Reading is a dialogue, an
interaction that requires active questioning. The meaning of what one reads
cannot be understood without some attempt to imagine what question the reading
is answering or might answer. Good questions can lead you into an active and
creative dialogue with the readings for this course and open up ancient texts
that would otherwise stay closed to you.
We take our questions to
our reading in many different ways. Some questions try to recover the original
question a writer thinks he or she is answering. Some questions ask for
clarification of difficult terms or phrases or ideas. Some challenge the
reading by imagining that an implicit question could be answered in a very
different way (Why didn’t Aristotle answer that …?). Some questions
take contemporary concerns to historical writers as one way of exploring what
contemporary relevance their work has.
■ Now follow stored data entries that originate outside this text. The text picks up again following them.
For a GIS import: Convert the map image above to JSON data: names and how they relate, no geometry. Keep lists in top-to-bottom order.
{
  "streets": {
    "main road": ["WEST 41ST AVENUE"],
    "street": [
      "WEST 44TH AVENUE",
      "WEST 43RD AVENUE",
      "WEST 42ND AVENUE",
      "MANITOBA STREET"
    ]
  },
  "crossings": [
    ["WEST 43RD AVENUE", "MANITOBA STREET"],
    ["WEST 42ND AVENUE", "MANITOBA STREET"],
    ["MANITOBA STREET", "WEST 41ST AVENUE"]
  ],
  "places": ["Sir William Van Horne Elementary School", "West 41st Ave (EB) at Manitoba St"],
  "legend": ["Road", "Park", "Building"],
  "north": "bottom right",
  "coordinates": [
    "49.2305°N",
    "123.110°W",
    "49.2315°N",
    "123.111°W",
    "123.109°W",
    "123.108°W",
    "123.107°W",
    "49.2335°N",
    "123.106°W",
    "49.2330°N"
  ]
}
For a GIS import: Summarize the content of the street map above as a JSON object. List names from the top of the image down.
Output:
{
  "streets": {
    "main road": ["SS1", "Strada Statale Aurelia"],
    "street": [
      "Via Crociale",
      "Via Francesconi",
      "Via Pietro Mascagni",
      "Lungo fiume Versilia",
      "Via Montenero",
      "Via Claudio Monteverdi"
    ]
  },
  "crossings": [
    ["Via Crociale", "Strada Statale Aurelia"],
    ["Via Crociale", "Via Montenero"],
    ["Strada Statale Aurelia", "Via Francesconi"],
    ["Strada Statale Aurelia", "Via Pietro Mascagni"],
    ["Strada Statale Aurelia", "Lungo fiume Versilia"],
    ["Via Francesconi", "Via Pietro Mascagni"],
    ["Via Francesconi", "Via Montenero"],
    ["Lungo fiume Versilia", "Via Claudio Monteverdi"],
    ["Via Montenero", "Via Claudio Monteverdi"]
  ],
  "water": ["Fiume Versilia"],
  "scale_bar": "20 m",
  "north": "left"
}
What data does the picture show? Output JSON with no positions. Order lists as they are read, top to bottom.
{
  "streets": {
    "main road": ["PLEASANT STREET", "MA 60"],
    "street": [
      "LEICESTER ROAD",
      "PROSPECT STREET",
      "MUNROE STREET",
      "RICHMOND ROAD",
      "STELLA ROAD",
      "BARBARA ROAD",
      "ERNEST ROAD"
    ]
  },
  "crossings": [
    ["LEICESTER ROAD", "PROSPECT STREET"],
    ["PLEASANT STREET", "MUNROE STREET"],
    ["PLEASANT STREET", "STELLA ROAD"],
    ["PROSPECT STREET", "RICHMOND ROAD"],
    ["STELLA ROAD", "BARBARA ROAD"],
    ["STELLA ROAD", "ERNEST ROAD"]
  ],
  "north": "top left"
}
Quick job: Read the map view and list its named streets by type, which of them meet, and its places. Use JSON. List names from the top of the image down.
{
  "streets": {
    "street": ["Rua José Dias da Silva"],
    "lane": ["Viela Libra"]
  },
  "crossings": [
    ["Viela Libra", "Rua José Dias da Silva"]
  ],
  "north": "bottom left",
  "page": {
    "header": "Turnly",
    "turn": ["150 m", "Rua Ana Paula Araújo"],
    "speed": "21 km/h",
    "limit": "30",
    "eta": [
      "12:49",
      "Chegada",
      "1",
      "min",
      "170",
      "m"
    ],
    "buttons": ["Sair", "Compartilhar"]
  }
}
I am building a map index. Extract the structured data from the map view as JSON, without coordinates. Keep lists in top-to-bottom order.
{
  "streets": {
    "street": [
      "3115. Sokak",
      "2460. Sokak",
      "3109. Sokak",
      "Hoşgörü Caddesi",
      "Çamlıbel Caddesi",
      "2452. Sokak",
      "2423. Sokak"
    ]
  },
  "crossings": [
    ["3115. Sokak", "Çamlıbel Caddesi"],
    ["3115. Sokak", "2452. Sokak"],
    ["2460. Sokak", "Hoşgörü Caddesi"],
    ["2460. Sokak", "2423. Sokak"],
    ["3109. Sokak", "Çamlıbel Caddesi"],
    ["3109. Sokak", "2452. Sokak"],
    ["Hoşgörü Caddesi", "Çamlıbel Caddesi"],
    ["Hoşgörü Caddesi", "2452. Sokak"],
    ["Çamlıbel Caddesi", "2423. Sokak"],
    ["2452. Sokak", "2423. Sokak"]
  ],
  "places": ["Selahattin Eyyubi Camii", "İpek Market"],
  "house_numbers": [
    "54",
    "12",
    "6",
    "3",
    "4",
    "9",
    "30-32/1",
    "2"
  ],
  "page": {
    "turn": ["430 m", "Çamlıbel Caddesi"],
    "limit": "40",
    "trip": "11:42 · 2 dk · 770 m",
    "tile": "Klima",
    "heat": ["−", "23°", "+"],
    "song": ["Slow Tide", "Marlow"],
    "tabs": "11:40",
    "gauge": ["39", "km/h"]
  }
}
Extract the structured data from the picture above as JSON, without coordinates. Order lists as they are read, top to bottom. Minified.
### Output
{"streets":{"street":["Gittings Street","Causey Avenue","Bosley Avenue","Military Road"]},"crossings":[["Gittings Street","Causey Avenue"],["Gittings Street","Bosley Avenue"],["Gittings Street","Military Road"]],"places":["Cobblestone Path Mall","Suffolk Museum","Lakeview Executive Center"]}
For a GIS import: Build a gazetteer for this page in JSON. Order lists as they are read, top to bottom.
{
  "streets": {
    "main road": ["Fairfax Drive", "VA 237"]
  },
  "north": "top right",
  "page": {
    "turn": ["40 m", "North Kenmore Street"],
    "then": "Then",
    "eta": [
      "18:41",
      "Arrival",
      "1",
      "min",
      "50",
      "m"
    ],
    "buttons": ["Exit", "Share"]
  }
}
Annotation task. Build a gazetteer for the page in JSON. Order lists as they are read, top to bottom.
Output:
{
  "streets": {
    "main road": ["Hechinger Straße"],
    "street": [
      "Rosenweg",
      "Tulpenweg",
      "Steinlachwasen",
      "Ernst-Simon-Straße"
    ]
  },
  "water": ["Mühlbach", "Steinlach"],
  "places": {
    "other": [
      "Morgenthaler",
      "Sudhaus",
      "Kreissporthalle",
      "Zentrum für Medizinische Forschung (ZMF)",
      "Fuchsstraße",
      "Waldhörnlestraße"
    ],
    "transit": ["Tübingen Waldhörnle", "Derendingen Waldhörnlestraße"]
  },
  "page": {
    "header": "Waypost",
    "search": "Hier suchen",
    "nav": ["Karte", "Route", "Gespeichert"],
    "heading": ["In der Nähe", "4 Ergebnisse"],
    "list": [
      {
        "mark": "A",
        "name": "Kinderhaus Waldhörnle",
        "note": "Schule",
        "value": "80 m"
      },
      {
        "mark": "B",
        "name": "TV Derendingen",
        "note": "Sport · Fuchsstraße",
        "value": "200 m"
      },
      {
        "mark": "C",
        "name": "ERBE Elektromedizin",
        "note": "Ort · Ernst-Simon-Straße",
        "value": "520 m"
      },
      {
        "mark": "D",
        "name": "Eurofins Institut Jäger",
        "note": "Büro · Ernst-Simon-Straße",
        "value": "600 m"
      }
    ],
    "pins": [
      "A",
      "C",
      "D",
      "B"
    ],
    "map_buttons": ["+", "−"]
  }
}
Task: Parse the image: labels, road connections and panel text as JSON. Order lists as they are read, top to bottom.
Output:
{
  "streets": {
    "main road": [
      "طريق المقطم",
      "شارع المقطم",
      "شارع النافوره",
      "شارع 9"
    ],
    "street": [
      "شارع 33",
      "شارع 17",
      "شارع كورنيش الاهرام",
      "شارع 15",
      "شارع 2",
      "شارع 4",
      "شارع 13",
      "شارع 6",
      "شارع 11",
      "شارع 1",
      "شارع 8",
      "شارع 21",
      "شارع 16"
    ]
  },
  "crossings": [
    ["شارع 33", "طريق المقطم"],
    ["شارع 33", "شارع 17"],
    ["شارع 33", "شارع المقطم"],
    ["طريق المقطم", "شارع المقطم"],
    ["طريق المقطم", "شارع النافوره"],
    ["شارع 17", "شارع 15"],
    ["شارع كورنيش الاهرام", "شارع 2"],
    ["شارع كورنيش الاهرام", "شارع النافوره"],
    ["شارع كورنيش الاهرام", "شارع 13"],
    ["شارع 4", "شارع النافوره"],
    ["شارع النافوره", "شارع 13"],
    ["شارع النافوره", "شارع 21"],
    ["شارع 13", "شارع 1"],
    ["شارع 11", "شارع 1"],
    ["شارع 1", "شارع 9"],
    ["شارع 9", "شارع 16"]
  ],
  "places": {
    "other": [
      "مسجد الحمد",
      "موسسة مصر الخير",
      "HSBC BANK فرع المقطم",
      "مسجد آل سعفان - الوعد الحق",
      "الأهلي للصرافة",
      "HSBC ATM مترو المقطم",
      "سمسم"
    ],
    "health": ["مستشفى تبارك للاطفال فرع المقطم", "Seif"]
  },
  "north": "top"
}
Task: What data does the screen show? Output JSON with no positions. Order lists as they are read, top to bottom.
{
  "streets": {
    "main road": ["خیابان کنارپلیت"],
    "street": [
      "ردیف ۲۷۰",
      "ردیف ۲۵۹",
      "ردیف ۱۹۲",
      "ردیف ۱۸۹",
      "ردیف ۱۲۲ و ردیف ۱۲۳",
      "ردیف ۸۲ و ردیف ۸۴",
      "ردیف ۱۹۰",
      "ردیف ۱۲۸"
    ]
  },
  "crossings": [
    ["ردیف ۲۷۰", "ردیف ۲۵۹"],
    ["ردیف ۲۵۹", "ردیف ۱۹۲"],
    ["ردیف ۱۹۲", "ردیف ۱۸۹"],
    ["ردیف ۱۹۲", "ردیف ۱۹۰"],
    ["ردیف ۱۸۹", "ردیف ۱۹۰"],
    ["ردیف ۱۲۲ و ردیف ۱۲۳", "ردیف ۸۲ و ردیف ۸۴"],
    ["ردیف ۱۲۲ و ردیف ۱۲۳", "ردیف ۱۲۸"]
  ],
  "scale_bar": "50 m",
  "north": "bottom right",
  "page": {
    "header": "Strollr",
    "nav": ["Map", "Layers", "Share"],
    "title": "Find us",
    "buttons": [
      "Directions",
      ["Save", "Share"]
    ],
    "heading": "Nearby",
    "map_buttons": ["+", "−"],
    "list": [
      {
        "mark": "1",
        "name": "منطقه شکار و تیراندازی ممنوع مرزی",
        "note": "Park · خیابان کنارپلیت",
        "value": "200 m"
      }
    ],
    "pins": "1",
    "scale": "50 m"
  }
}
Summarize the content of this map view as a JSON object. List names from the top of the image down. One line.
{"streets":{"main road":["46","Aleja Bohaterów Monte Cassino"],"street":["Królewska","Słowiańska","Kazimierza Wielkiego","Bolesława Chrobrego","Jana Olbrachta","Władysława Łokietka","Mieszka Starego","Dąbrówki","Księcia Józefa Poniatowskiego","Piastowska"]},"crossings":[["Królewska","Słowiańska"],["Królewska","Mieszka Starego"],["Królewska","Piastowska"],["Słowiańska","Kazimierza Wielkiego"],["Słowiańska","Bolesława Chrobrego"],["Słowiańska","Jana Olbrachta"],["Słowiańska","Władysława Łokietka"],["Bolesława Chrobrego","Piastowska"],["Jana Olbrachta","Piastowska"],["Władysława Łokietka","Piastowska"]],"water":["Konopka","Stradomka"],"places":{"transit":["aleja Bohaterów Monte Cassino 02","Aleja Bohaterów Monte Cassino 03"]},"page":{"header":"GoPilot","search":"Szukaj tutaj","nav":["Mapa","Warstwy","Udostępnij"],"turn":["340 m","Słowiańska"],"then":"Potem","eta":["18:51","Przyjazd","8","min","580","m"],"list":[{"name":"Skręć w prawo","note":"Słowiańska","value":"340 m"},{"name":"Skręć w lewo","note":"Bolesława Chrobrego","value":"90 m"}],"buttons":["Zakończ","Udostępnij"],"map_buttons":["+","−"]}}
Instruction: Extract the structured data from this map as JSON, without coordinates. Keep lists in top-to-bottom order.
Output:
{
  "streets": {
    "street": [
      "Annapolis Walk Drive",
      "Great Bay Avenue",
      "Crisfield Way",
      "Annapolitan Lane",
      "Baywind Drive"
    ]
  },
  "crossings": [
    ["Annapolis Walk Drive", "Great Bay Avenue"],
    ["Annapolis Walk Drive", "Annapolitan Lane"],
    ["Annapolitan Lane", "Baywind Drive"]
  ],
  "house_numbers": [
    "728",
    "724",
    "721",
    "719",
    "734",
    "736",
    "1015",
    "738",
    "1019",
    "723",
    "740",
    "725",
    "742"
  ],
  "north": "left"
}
Some questions are demands for the
reasons behind the claims that are being made, a way of discovering a writer’s
reasoning. Some questions even question whether the questions being asked are
the appropriate or important ones. There are many more kinds of questioning.
In these brief papers,
develop a question that arises in your own interaction with the assigned
reading. Then try to answer the question. Take about ten minutes to do this.
You should be able to come up with a paragraph of about 7-10 sentences.
Try to develop questions
that you might eventually want to use to write your short paper. The ten-minute
papers are good places to make quick explorations of ideas to find out whether
they are interesting for you and whether they seem promising for a more
developed treatment.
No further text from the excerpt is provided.